» What you will do: From the listing below, return every line with the string "overflow" in it.
Entries provided START
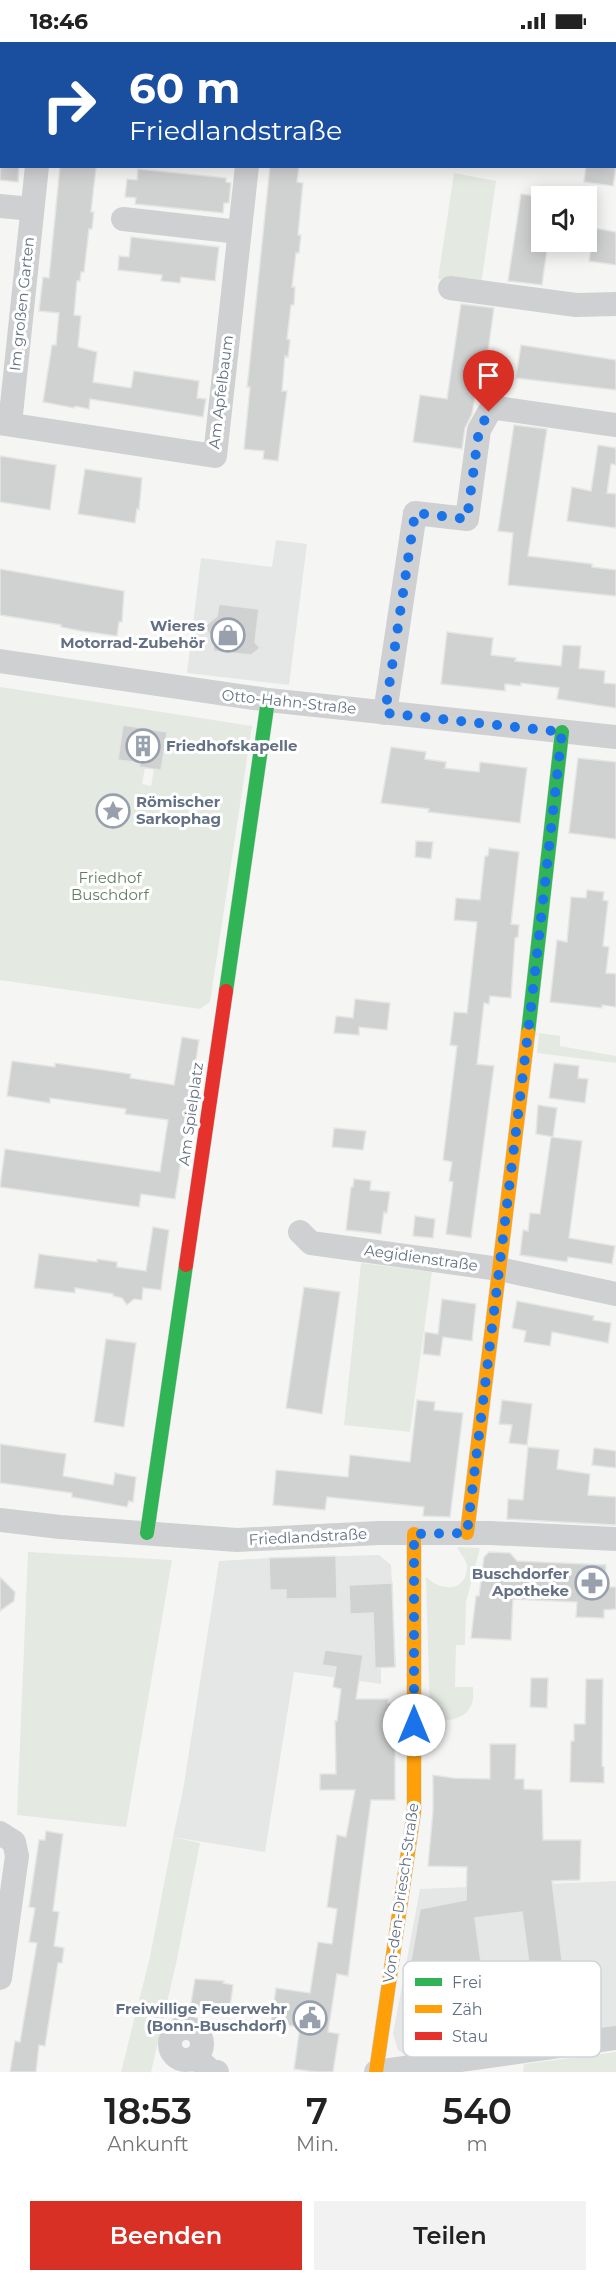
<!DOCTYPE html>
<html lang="de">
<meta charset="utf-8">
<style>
:root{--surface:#fff;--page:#f2f2f2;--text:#222;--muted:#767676;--accent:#d93025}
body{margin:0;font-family:Montserrat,sans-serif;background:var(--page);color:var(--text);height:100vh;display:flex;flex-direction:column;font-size:22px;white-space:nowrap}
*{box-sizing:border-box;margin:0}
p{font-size:20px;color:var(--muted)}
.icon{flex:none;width:33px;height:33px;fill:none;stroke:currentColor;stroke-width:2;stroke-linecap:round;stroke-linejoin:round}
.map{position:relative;height:2030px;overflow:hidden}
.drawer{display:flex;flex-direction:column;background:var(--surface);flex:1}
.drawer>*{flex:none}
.guide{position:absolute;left:0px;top:0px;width:616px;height:126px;box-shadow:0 3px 15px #0003;background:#1a4fa0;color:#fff;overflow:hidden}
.fabs{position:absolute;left:531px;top:144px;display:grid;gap:12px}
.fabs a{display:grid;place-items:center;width:66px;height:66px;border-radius:0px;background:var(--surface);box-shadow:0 3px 15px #0003;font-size:30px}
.pin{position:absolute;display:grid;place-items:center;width:51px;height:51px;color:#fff;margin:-62px -26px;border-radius:50% 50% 50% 0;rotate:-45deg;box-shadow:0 0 6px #0007}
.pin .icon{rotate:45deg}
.me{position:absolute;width:66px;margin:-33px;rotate:0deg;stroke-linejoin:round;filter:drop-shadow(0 0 4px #0008)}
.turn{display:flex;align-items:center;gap:21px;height:126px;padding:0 30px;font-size:27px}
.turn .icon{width:78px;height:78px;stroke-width:2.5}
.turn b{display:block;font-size:42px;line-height:51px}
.eta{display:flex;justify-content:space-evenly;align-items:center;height:102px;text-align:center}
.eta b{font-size:36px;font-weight:600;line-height:42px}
.action{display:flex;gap:12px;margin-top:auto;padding:12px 30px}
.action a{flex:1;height:69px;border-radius:0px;background:var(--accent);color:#fff;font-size:24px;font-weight:600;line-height:69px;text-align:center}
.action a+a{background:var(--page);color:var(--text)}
.status{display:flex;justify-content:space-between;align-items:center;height:42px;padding:0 30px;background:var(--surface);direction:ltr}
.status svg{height:16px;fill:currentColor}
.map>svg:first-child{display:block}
.built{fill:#e5e6e6}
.green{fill:#e4e9e2;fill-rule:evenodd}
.building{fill:#d0d2d2;stroke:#e4e5e4;stroke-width:1.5;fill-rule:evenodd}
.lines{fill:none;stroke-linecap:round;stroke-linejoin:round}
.fast-casing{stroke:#d0d2d3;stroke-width:15}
.slow-casing{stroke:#d0d2d3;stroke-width:15}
.jam-casing{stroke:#d0d2d3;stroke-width:15}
.street{stroke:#cfd0d1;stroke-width:24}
.fast{stroke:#30b455;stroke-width:14}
.slow{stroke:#ff9f0a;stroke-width:14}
.jam{stroke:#e5322d;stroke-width:14}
.route{stroke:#1a73e8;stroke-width:10;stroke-dasharray:0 18}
.labels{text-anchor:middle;stroke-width:6;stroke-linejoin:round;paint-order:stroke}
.street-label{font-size:15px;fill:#647185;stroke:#fff}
.poi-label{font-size:15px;font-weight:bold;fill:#647185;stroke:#fff;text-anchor:end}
.park-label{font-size:15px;fill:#647c63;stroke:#fff}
.key{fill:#fff;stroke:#d0d4da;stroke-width:1.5}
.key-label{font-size:16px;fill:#647185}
</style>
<div class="status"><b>18:46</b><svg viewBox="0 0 49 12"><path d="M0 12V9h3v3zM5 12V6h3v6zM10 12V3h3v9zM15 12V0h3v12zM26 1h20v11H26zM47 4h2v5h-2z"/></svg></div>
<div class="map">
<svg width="616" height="2030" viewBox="0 0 616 2030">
<rect width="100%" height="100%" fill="#f5f6f4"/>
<path class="built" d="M 276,498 L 307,502 L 289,643 L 187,631 L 201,516 L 272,525 Z
M 379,1513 L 391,1523 L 396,1625 L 381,1626 L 381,1642 L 294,1630 L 265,1810 L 173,1795 L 183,1748 L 219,1519 L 269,1516 Z
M 616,1839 L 616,1984 L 409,2016 L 398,2008 L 393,1992 L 420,1847 Z"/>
<path class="green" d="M 454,131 L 496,139 L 481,243 L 438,237 Z
M 0,645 L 252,684 L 210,960 L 200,967 L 0,938 ZM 123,683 L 167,690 L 161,728 L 154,727 L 151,744 L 142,742 L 145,726 L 139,725 L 140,721 Z
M 539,991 L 560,994 L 560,1004 L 616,1014 L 616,1021 L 537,1011 Z
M 361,1221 L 432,1230 L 410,1390 L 344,1383 Z
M 457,1505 L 480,1506 L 466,1560 L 465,1603 L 456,1603 L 455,1645 L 473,1645 C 473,1650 474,1656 472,1661 C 467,1678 444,1682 430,1674 L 426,1535 C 440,1548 464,1552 467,1527 C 468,1518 460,1512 457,1505 Z
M 28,1510 L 172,1518 L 126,1785 L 17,1773 Z
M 173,1795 L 200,1801 L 176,1922 L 151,2030 L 121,2030 L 150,1915 Z
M 616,2010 L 616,2030 L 523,2030 L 524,2022 Z"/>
<path class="building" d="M 0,124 L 19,124 L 18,140 L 0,138 Z
M 60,124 L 95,124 L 96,126 L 91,170 L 94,170 L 92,187 L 89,187 L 84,230 L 81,230 L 80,239 L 77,239 L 74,273 L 81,274 L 78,305 L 97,310 L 93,340 L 131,346 L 134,329 L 199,339 L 197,356 L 206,357 L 203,375 L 90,357 L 89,367 L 75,364 L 74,366 L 43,360 L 52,303 L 56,303 L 59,271 L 39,269 L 43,235 L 49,236 Z
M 270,124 L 299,124 L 297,140 L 303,141 L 298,193 L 301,193 L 299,211 L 296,211 L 292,245 L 295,245 L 294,263 L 291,263 L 287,297 L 290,298 L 288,315 L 285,314 L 282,349 L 287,349 L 278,419 L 263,417 L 264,409 L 244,407 L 250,345 L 247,345 L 249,328 Z
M 586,124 L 616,124 L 613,144 L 584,140 Z
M 138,127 L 226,136 L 226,140 L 231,141 L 229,161 L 224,161 L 223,171 L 135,162 L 136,156 L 125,155 L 127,137 L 137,138 Z
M 521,152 L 542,155 L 542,200 L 548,200 L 542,243 L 508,239 Z
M 594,186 L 616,190 L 616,223 L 589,219 Z
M 131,195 L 219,205 L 215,239 L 181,235 L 180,241 L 161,239 L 162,233 L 118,228 L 119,214 L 129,215 Z
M 461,262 L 494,266 L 483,345 L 477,344 L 472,372 L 465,386 L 462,407 L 413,400 L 420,353 L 447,357 Z
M 521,303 L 616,318 L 616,348 L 516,336 Z
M 514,383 L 547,387 L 528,514 L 592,522 L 592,525 L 616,528 L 616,554 L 508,543 L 513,491 L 498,489 Z
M 598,403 L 616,406 L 616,423 L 611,422 L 607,451 L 616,452 L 616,486 L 567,479 L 572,445 L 591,449 Z
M 0,414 L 56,423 L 50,468 L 0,460 Z
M 85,427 L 142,436 L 139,468 L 137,467 L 135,481 L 78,472 Z
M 0,527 L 124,549 L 122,580 L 119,580 L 117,594 L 81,589 L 61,585 L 61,583 L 0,573 Z
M 219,562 L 259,567 L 255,600 L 260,606 L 251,613 L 213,609 L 214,598 L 204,585 L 217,574 Z
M 447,590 L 493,596 L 491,613 L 516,616 L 515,619 L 561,624 L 563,603 L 581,604 L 579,626 L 605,629 L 604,641 L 616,642 L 616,666 L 557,657 L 559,646 L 521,641 L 521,644 L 505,642 L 505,649 L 441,642 Z
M 123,683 L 167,690 L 161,728 L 139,725 L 140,721 L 118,718 Z
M 391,705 L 426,710 L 425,717 L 446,720 L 445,726 L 479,730 L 480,720 L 527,726 L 520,781 L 428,770 L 429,767 L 381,761 Z
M 578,716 L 616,720 L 616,797 L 569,791 Z
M 416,799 L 433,800 L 431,817 L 415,815 Z
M 489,806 L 519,810 L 511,882 L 519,883 L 518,895 L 515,896 L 511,956 L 490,954 L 489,962 L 484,961 L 477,1022 L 494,1024 L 471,1196 L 446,1192 L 453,1140 L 449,1139 L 452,1120 L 443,1118 L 457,1004 L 450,1003 L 454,970 L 467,971 L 477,880 L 454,878 L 456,856 L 480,858 L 485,814 L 488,814 Z
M 587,848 L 604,850 L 603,858 L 608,859 L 603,904 L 609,905 L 606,931 L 616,932 L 616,965 L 602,963 L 602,966 L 550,960 L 557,898 L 567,900 L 571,855 L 586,856 Z
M 355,957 L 390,961 L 387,988 L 359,985 L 359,993 L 334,991 L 336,974 L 353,976 Z
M 182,995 L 199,998 L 175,1157 L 141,1152 L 139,1165 L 0,1145 L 5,1107 L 160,1130 L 168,1078 L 125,1072 L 126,1067 L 50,1056 L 50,1061 L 7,1054 L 12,1019 L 55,1025 L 55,1021 L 131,1032 L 130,1036 L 174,1043 Z
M 554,1021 L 579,1024 L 578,1036 L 588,1037 L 585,1061 L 549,1056 Z
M 538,1063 L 557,1066 L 553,1095 L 536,1092 Z
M 334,1086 L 366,1089 L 363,1108 L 332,1105 Z
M 551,1095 L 582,1099 L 569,1196 L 615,1204 L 612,1222 L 568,1215 L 567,1220 L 520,1213 L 523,1188 L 528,1189 L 530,1171 L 540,1172 Z
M 354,1137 L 371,1139 L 370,1148 L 390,1150 L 387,1171 L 384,1170 L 381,1192 L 346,1188 L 351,1145 L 353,1145 Z
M 415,1174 L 435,1177 L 433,1196 L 413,1194 Z
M 153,1185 L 169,1188 L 163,1231 L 161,1248 L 143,1246 L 142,1258 L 134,1257 L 127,1263 L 122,1256 L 113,1254 L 113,1252 L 75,1246 L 75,1251 L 34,1246 L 39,1212 L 97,1220 L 97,1217 L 117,1220 L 117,1225 L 146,1229 Z
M 304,1245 L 340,1250 L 322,1372 L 286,1366 Z
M 442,1257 L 476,1262 L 472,1299 L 443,1295 L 440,1314 L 423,1312 L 425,1290 L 438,1292 Z
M 517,1259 L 594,1274 L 593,1278 L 611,1281 L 608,1301 L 552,1290 L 550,1304 L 524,1300 L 526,1289 L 512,1286 Z
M 106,1297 L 136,1301 L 124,1385 L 94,1380 Z
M 417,1358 L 435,1360 L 434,1368 L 463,1371 L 450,1475 L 423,1474 L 424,1465 L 327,1455 L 325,1468 L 273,1463 L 276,1428 L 348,1435 L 350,1413 L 410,1420 Z
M 502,1358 L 532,1362 L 527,1403 L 509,1401 L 512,1383 L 499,1382 Z
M 0,1402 L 66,1412 L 63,1434 L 113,1443 L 115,1431 L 136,1435 L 133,1460 L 129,1459 L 127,1465 L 72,1455 L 72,1451 L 0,1441 Z
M 528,1405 L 559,1408 L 557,1427 L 590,1432 L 588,1453 L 616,1455 L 616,1483 L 507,1477 L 508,1457 L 523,1458 Z
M 594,1406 L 616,1409 L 616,1426 L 592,1423 Z
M 489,1510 L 510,1511 L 517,1519 L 606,1523 L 605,1545 L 616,1545 L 616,1567 L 604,1568 L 604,1576 L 576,1575 L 577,1560 L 513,1557 L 511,1598 L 471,1596 L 476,1554 L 479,1554 L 484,1515 Z
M 336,1514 L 337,1556 L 286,1557 L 286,1548 L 270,1548 L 269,1516 Z
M 0,1535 L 15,1550 L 14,1559 L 0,1569 Z
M 392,1541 L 395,1625 L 375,1626 L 373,1571 L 350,1572 L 349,1543 Z
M 325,1608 L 363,1613 L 356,1657 L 388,1657 L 388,1661 L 395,1661 L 395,1758 L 371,1758 L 348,1934 L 337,1932 L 328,1990 L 339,1992 L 333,2030 L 315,2030 L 294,2027 L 300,1985 L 271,1981 L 276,1946 L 310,1951 L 318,1900 L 332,1902 L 337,1867 L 327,1865 L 337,1793 L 346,1795 L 355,1748 L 320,1748 L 320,1732 L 336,1732 L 335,1679 L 337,1679 L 341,1647 L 333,1645 L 336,1625 L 322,1623 Z
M 531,1636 L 548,1636 L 547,1666 L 530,1665 Z
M 586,1637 L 603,1637 L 602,1724 L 604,1725 L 604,1741 L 570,1740 L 571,1699 L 574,1699 L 574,1682 L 585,1682 Z
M 490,1702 L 516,1702 L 515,1737 L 524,1737 L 524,1747 L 542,1748 L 543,1798 L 581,1798 L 580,1838 L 552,1839 L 570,1980 L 456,1995 L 455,1986 L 418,1991 L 409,1930 L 420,1867 L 466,1858 L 467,1825 L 428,1824 L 433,1769 L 433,1733 L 453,1736 L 490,1737 ZM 522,1870 L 535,1966 L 488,1972 L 475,1876 Z
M 46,1789 L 63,1792 L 53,1869 L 59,1870 L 54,1904 L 64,1906 L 62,1921 L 58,1921 L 45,2004 L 39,2003 L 36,2030 L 10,2030 L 15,1999 L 20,2000 L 37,1901 L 29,1900 L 35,1866 L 29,1865 L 39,1798 L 45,1798 Z
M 195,1937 L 224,1939 L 223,1941 L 233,1943 L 229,1972 L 208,1969 L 203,1973 L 199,1968 L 190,1967 Z"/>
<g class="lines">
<g class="fast-casing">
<path id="fast" d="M 226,949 L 268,658
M 528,991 L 562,690
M 147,1491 L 186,1223"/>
</g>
<g class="slow-casing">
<path id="slow" d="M 467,1491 L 528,991
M 376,2030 L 414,1769 L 414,1492"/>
</g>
<g class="jam-casing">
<path id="jam" d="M 186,1223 L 226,949"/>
</g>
<path class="street" d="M 239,0 L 239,2
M 49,2 L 50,0
M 501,2 L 501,0
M 615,36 L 616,36
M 0,164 L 32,167
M 123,177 L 239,190
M 450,246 L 576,263 L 616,262
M 0,381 L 215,414 L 247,124
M 10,382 L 37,124
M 0,619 L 268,658 L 616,695
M 385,671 L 415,471 L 467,477 L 479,388 L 489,370 L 497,366 L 616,383
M 300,1190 L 311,1201 L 499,1227 L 616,1252
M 0,1478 L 60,1485 L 237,1498 L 379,1491 L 490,1491 L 616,1497
M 0,1791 L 14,1800 L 17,1814 L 0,1936
M170 2002a16 16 0 1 1 32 0a16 16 0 1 1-32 0Z
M 195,2015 L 210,2028 L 217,2030
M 376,2030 L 616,1996"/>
<use href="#fast" class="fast"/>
<use href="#slow" class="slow"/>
<use href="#jam" class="jam"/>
</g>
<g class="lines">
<path class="route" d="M 414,1683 L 414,1492 L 467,1491 L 530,974 L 562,690 L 385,671 L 415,471 L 467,477 L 479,388 L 489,370"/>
</g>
<defs>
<g id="shop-ring" transform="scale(1.725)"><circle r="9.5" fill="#fff" stroke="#97a0ac" stroke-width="1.5"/><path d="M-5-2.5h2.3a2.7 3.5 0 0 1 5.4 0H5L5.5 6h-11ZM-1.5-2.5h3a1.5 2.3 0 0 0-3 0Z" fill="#97a0ac"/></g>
<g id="building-ring" transform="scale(1.725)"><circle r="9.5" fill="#fff" stroke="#97a0ac" stroke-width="1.5"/><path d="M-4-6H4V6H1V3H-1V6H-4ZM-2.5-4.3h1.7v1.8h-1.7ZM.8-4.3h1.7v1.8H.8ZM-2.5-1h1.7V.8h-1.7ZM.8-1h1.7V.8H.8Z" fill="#97a0ac"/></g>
<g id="sight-ring" transform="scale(1.725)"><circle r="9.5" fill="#fff" stroke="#97a0ac" stroke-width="1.5"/><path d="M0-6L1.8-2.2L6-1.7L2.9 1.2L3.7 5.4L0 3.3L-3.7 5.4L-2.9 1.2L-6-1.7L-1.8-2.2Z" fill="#97a0ac"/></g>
<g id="pharmacy-ring" transform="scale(1.725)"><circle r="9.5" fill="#fff" stroke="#97a0ac" stroke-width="1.5"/><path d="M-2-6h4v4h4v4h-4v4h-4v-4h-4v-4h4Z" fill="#97a0ac"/></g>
<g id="civic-ring" transform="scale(1.725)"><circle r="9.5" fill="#fff" stroke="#97a0ac" stroke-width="1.5"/><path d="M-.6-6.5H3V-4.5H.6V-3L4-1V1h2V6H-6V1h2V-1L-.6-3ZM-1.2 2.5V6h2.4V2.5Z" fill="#97a0ac"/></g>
</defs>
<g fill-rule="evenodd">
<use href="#shop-ring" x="228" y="593"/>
<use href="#building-ring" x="143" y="704"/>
<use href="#sight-ring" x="113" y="769"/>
<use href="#pharmacy-ring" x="592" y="1541"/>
<use href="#civic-ring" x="310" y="1976"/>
</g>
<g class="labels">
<g class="street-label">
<text transform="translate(22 262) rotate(-84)" y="5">Im großen Garten</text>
<text transform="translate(221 350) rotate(-83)" y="5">Am Apfelbaum</text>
<text transform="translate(289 660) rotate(6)" y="5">Otto-Hahn-Straße</text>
<text transform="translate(191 1072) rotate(-82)" y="5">Am Spielplatz</text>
<text transform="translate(421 1216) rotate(8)" y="5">Aegidienstraße</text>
<text transform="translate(308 1495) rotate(-3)" y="5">Friedlandstraße</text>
<text transform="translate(401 1851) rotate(-82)" y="5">Von-den-Driesch-Straße</text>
</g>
<g class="poi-label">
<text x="205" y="589">Wieres<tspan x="205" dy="17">Motorrad-Zubehör</tspan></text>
<text x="166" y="709" text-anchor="start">Friedhofskapelle</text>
<text x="136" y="765" text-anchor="start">Römischer<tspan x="136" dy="17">Sarkophag</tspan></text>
<text x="569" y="1537">Buschdorfer<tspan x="569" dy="17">Apotheke</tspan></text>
<text x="287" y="1972">Freiwillige Feuerwehr<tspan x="287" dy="17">(Bonn-Buschdorf)</tspan></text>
</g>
<g class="park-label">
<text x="110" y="841">Friedhof<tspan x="110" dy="17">Buschdorf</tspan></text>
</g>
</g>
<rect x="403" y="1919" width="198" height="96" rx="9" class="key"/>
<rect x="415" y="1936" width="27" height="8" fill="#30b455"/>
<rect x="415" y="1963" width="27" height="8" fill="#ff9f0a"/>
<rect x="415" y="1990" width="27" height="8" fill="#e5322d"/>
<g class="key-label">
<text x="452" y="1946">Frei</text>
<text x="452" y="1973">Zäh</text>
<text x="452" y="2000">Stau</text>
</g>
</svg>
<div class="fabs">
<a><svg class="icon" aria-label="sound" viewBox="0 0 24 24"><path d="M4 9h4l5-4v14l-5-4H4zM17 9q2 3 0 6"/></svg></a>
</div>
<div class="pin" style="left:489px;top:370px;background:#d93025"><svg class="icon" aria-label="arrive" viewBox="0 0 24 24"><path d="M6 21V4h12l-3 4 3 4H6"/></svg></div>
<svg class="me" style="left:414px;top:1683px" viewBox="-20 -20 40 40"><circle r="19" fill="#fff"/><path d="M0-13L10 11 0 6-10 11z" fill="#1a73e8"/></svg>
<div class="guide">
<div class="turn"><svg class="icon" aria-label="right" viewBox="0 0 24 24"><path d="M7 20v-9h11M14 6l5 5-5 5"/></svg><div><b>60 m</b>Friedlandstraße</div></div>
</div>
</div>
<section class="drawer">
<div class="eta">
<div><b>18:53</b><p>Ankunft</p></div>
<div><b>7</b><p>Min.</p></div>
<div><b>540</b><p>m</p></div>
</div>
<div class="action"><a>Beenden</a><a>Teilen</a></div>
</section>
Entries provided END
» Answer section:
.map{position:relative;height:2030px;overflow:hidden}
.guide{position:absolute;left:0px;top:0px;width:616px;height:126px;box-shadow:0 3px 15px #0003;background:#1a4fa0;color:#fff;overflow:hidden}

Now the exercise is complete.